Places

Alnwick

This Northumbrian market town on the south bank of the River Aln was a staging post on the Great North Road between Edinburgh and London. The town’s castle was the home of the most powerful medieval northern baronial family, the Earls of Northumberland. In support of his ‘rural renaissance’ thesis Richard Pears estimates that £70,000 to £80,000 were spent by the Duke and Duchess of Northumberland on their restoration of Alnwick Castle after 1755 which amounts to between 7 and 8 million pounds in today’s money.

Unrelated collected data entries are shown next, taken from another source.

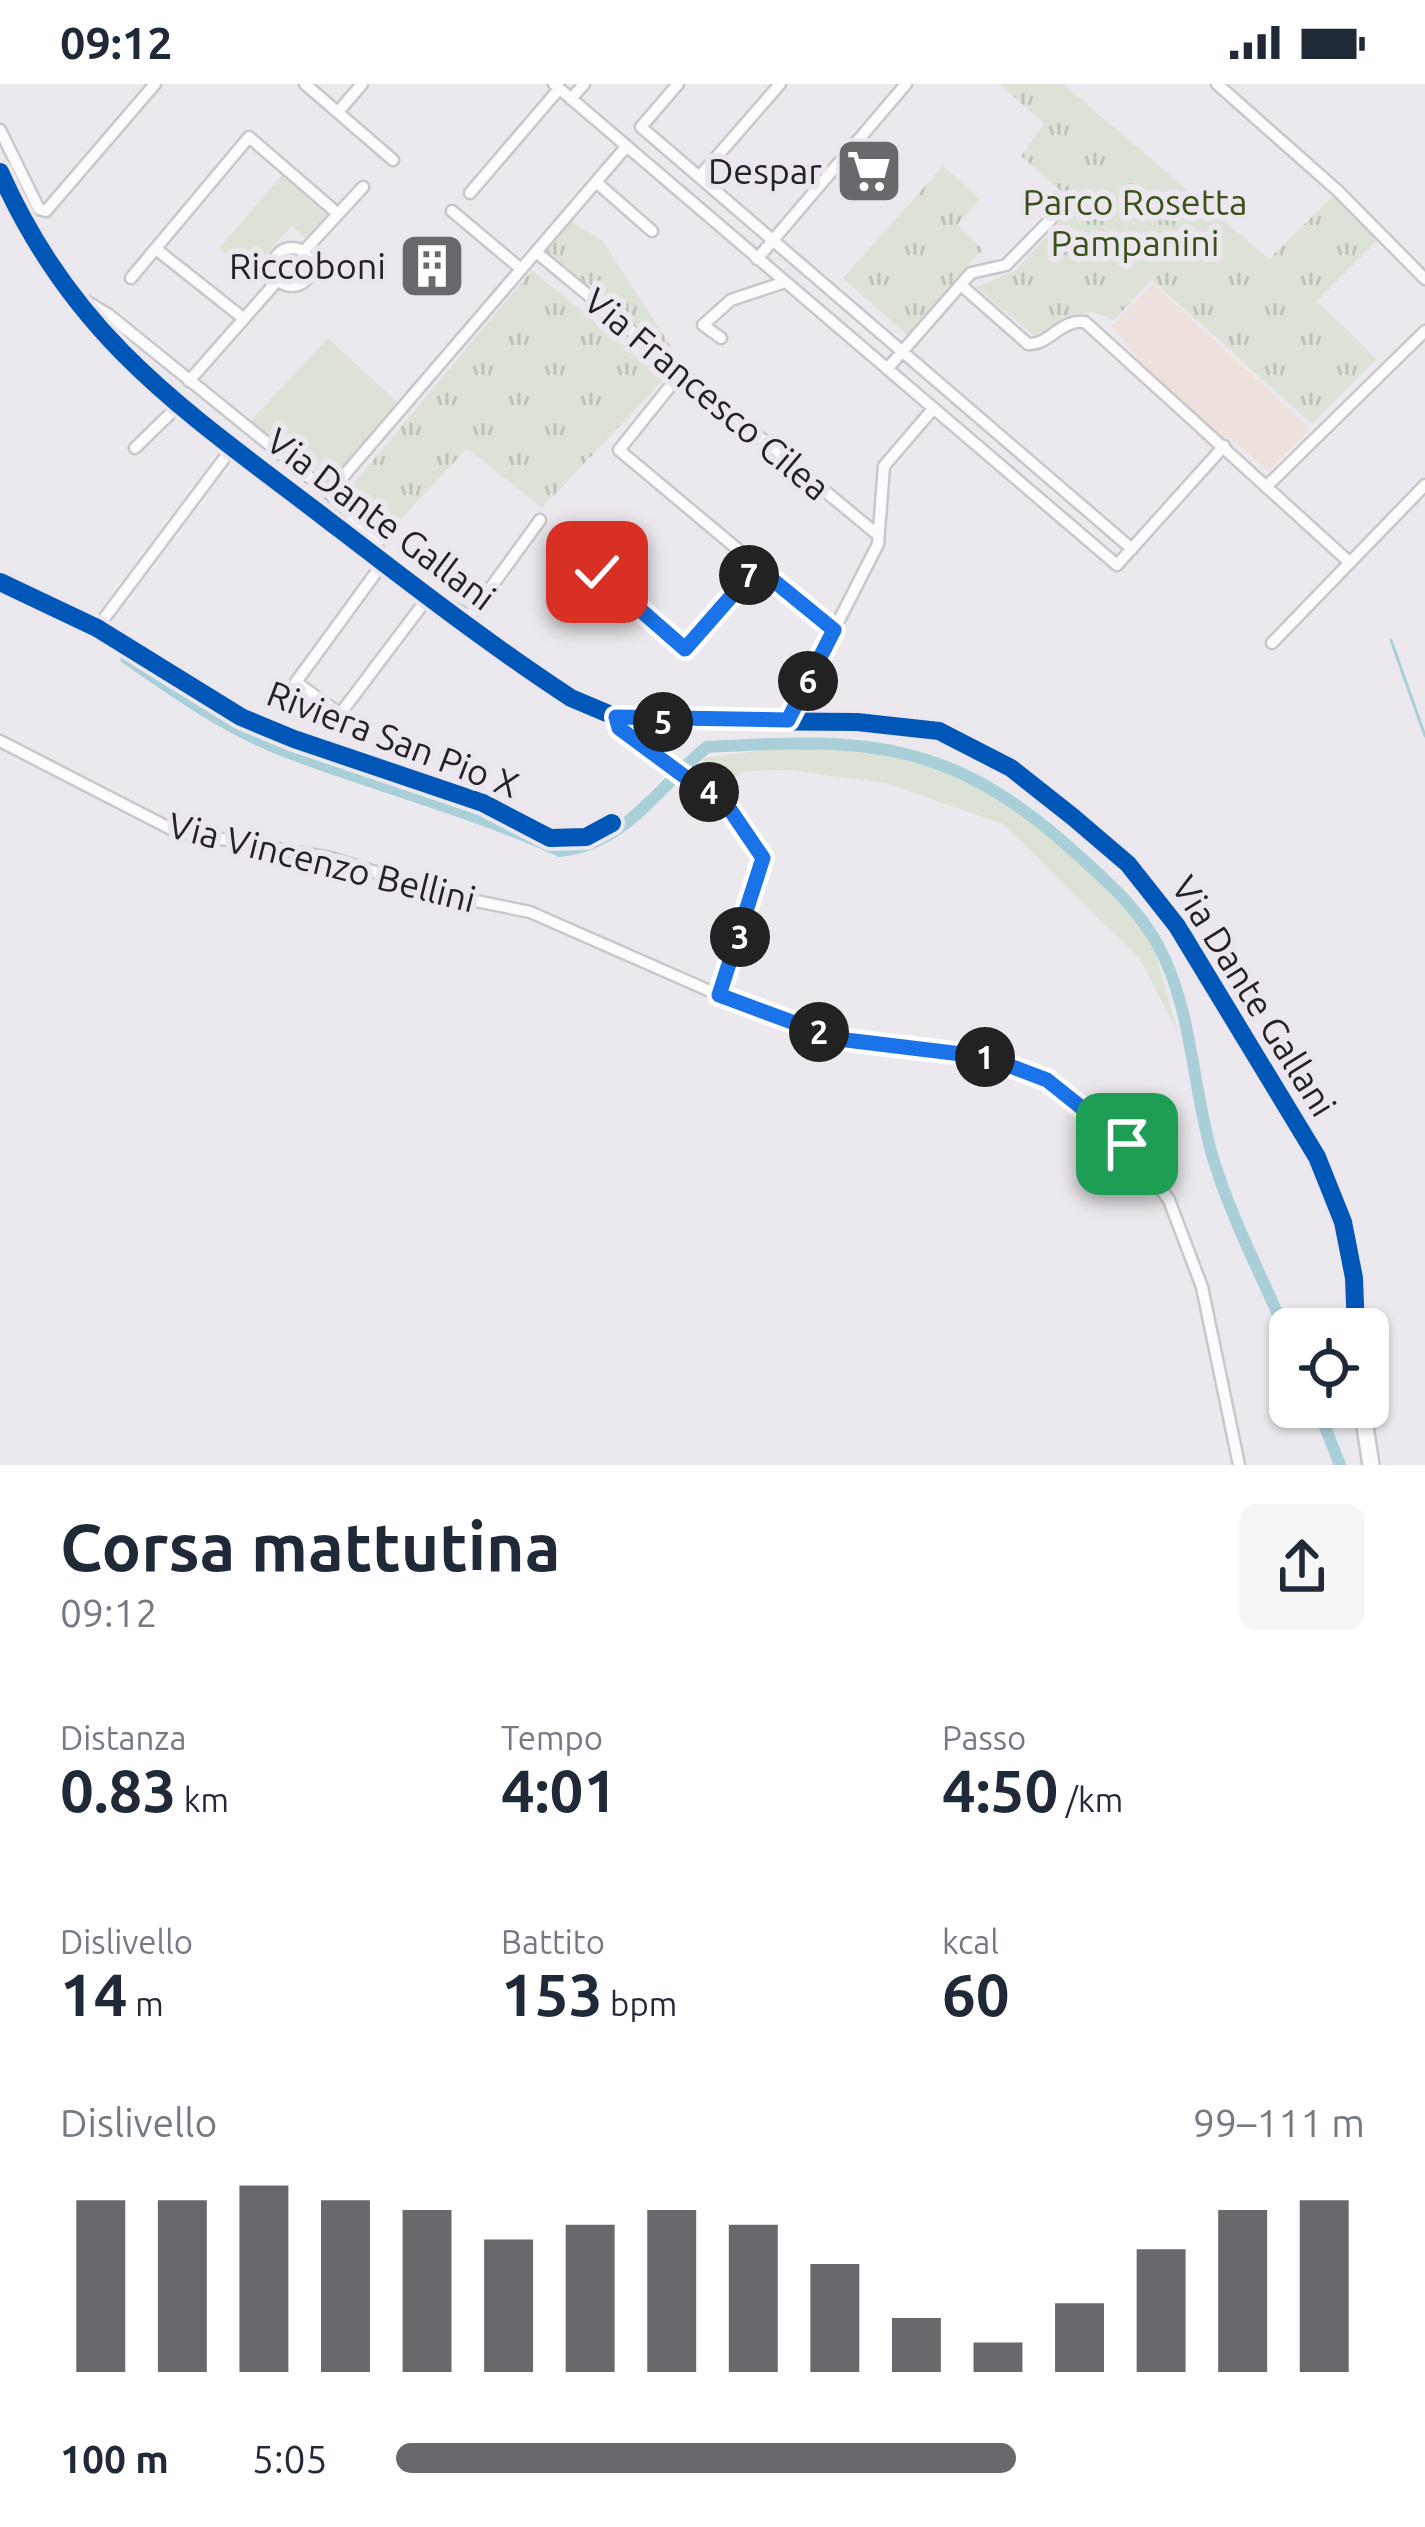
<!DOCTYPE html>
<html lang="it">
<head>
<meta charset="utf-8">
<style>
	:root { --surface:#fff; --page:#f6f6f7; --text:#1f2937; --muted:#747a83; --accent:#6a686c }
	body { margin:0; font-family:Ubuntu,sans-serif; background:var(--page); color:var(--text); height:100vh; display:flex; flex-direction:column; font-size:45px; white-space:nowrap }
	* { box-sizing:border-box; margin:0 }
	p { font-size:39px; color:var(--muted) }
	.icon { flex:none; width:66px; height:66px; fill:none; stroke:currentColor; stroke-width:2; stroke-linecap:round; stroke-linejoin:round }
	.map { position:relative; height:1381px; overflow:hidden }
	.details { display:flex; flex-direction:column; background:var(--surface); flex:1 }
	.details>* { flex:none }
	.buttons { position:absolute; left:1269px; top:1224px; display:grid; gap:24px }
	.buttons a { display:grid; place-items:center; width:120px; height:120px; border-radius:18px; background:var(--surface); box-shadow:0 3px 9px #0004; font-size:60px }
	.pin { position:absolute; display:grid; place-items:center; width:102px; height:102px; color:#fff; margin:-51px; border-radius:24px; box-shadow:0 6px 18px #0006 }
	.km { position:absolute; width:60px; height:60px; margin:-30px; border-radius:50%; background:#222; color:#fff; font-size:33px; line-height:60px; text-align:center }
	.round { display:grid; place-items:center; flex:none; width:126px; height:126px; border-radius:18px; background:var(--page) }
	.head { display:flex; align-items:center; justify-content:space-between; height:204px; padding:0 60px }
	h1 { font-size:66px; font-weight:700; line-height:90px }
	.stats { display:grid; grid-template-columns:repeat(3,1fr); gap:18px; height:204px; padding:12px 60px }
	.stats div { display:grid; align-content:center }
	.stats b { font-size:60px; font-weight:700 }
	.stats small { font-size:33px; font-weight:400 }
	.stats p { font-size:33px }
	.chart { height:336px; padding:24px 60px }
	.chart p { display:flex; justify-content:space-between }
	.chart svg { width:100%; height:216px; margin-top:12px; stroke:var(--accent); stroke-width:6 }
	ul { padding:0 60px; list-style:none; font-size:39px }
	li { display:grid; grid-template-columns:192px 144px 1fr; align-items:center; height:90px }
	li i { height:30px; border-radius:15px; background:var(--accent) }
	.status { display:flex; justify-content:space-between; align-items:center; height:84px; padding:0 60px; background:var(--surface); direction:ltr }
	.status svg { height:33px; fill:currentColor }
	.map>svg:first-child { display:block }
	.industrial { fill:#eee1dc }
	.green { fill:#dce3d6 }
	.park { fill:url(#park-tufts) }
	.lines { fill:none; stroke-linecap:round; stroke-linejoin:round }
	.stream { stroke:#a9cfd9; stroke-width:3 }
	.canal { stroke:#a9cfd9; stroke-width:12 }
	.street-casing { stroke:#c9c7cb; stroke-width:15 }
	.secondary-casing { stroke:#c9c7cb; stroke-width:20 }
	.street { stroke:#fcfcfc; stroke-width:10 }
	.secondary { stroke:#fcfcfc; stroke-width:15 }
	.cycleway-casing { stroke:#ece7ef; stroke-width:26 }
	.cycleway { stroke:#0057b8; stroke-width:18 }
	.route-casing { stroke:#fff; stroke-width:24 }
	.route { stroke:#1a73e8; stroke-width:15 }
	.labels { text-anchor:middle; stroke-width:12; stroke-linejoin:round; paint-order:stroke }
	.poi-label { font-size:36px; fill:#252326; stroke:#ece7ef; text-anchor:end }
	.park-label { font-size:36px; fill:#395218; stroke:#ece7ef }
	.street-label { font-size:36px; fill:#252326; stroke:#ece7ef }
</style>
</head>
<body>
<div class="status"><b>09:12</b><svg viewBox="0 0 49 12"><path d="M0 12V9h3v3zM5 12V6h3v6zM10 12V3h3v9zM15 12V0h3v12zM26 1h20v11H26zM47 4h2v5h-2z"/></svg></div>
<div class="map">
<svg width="1425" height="1381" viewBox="0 0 1425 1381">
	<defs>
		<pattern id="park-tufts" width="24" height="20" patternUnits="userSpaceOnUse" patternTransform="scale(3)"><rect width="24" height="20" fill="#dce3d6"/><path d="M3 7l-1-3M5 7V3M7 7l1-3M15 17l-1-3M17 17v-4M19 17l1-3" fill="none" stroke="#bdc2b8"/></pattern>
	</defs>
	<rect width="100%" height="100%" fill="#ebe9ed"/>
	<path class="industrial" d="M1153 199 1310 345 1268 387 1227 351 1208 365 1112 242Z"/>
	<path class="green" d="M282 91 327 132 305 154 292 142 249 189 219 164Z
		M328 254 398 319 325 406 245 343Z
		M831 658 945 678 977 690 1025 724 1147 840 1178 949 1140 875 1003 740 886 699 787 686 745 687 728 697 702 674Z"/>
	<path class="park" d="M1000 0H1063L1269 175 1338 107 1382 152 1317 217 1377 275 1312 340 1152 196 1113 237C1080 213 1063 246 1033 251L976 203 1015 187 1076 120 1021 72 1044 40Z
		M943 82 980 115 957 141 983 165 907 251 843 194Z
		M569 136 602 156 672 264 667 271 542 168Z
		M532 186 664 295 542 424 467 364 385 453 339 417Z"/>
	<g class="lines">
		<path class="stream" d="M1391 556 1425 652"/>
		<path class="canal" d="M126 574C176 609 227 645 284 667 376 702 470 726 560 767 627 760 659 701 707 663 863 654 946 654 1069 763 1103 794 1137 822 1159 863 1193 927 1192 1005 1213 1074 1232 1137 1265 1198 1290 1258
			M1317 1323 1340 1381"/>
		<g class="street-casing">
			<path id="street" d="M305 0 393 76
				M554 0 1117 481 1224 362
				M678 0 641 43 1132 465
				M1217 0 1338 107 1425 195
				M571 15 584 0
				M338 28 362 0
				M0 46 39 125 46 127 155 0
				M699 93 780 0
				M596 98 652 147
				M470 109 559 5
				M452 127 521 185
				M273 183a19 19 0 1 1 38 0a19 19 0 1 1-38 0Z
				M156 165 243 234
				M303 168 363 103
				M536 168 878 451
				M757 175 906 0
				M131 194 249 53 337 129
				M961 201 1028 260C1050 261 1060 235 1085 238L1348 477
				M76 211 109 231 329 409 378 458 375 473
				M721 254 703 241 731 216 785 198
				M887 285 971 189 1006 181 1053 133
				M680 290 619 366 834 546
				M189 297 278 196
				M135 364 178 322
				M1266 403 1425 247
				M329 409 626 63
				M383 479 296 598 340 630 429 512
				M597 488 685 565 757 483
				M451 523 470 532 540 436
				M97 544 232 364
				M1272 559 1425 401
				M616 633 619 644 731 727 763 774 719 911
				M788 636 878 460 884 382 933 325
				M0 657 175 747 331 774 451 812 530 828 719 911 838 955 986 973 1047 996 1127 1060 1169 1116 1202 1203 1239 1381"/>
		</g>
		<g class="secondary-casing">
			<path id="secondary" d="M0 88C73 253 182 325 320 430 402 493 484 557 571 614L616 633 638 636 857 638 939 647 1011 684 1073 733 1128 780 1177 842 1317 1073 1343 1138 1354 1194 1356 1245
				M1362 1323 1371 1381"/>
		</g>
		<use href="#street" class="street"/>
		<use href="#secondary" class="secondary"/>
		<g class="cycleway-casing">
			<path id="cycleway" d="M0 88C73 253 182 325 320 430 402 493 484 557 571 614L616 633 638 636 857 638 939 647 1011 684 1073 733 1128 780 1177 842 1317 1073 1343 1138 1354 1194 1356 1245
				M0 498 97 544 241 633 294 655 483 719 550 754 586 753 612 739"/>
		</g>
		<use href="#cycleway" class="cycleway"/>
	</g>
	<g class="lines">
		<g class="route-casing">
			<path id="route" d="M597 488 685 565 757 483 834 546 788 636 616 633 619 644 731 727 763 774 719 911 838 955 986 973 1047 996 1127 1060"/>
		</g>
		<use href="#route" class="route"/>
	</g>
	<defs>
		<g id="supermarket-square" transform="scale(3.45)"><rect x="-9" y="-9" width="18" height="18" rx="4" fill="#6a686c" stroke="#ece7ef"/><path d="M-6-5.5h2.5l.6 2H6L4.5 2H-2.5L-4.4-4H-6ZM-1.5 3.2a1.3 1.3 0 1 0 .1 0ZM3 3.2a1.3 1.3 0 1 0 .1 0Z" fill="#fff"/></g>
		<g id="building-square" transform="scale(3.45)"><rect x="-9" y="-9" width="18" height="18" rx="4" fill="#6a686c" stroke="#ece7ef"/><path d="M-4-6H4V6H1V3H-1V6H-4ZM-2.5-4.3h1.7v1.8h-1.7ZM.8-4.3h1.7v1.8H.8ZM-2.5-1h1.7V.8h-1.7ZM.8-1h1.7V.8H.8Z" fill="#fff"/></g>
	</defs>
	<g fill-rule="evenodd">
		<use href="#supermarket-square" x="869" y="87"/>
		<use href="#building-square" x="432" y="182"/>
	</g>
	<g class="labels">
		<g class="poi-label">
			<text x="822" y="100">Despar</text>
			<text x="386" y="195">Riccoboni</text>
		</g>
		<g class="park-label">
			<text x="1135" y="131">Parco Rosetta<tspan x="1135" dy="41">Pampanini</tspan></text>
		</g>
		<g class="street-label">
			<text transform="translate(707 310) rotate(40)" y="13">Via Francesco Cilea</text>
			<text transform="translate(381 435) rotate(37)" y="13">Via Dante Gallani</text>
			<text transform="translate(393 655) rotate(21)" y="13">Riviera San Pio X</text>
			<text transform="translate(322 778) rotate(14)" y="13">Via Vincenzo Bellini</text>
			<text transform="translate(1254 912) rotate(58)" y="13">Via Dante Gallani</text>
		</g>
	</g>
</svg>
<div class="buttons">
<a><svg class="icon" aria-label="locate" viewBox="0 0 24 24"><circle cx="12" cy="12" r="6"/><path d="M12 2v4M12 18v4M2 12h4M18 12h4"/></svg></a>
</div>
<div class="pin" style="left:1127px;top:1060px;background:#1e9e55"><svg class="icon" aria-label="arrive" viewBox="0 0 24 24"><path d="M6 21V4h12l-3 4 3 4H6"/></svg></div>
<div class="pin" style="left:597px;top:488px;background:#d93025"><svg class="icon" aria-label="check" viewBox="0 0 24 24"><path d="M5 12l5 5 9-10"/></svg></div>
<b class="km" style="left:985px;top:973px">1</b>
<b class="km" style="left:819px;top:948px">2</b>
<b class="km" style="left:740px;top:853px">3</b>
<b class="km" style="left:709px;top:708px">4</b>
<b class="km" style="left:663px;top:638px">5</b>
<b class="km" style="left:808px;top:597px">6</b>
<b class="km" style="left:749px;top:491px">7</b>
</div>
<section class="details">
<div class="head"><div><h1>Corsa mattutina</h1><p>09:12</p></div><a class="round"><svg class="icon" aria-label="share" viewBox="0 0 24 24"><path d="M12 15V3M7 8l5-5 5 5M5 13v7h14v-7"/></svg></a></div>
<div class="stats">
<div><p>Distanza</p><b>0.83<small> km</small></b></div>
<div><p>Tempo</p><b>4:01</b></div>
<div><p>Passo</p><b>4:50<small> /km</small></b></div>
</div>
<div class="stats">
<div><p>Dislivello</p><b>14<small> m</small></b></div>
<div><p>Battito</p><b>153<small> bpm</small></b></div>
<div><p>kcal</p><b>60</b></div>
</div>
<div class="chart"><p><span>Dislivello</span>99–111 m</p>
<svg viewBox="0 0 160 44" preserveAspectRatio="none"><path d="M5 44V9M15 44V9M25 44V6M35 44V9M45 44V11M55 44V17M65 44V14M75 44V11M85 44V14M95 44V22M105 44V33M115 44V38M125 44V30M135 44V19M145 44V11M155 44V9"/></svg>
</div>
<ul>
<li><b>100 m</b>5:05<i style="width:64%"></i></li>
</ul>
</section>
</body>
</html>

These aristocrats were patrons of the actor-manager Stephen Kemble who opened a theatre in the town in the summer of 1796. They had been absent for the previous four years and Kemble’s visit was timed to coincide with their arrival. A large company of sixty-two dined at the castle in early September and four families remained as visitors for several days. On 10 September Kemble presented The English Merchant and Children in the Woods commanded by the Duke of Northumberland. Kemble probably constructed a fit-up theatre somewhere in the town for his visit. An undated playbill promoting Stordy’s company at Alnwick from the early 1790s advertises that a performance of John Home’s Douglas was held in the town hall. A later playbill from 1812 advertises performances at a theatre in Bondgate Street by another strolling company.

The political agitator George Greive was the son of an Alnwick attorney and an associate of Thomas Slack, the proprietor of the Newcastle Chronicle. Rachel Hammersley argues that Jean-Paul Marat’s known connections to Newcastle-upon-Tyne were most likely developed by his friendship with Greive.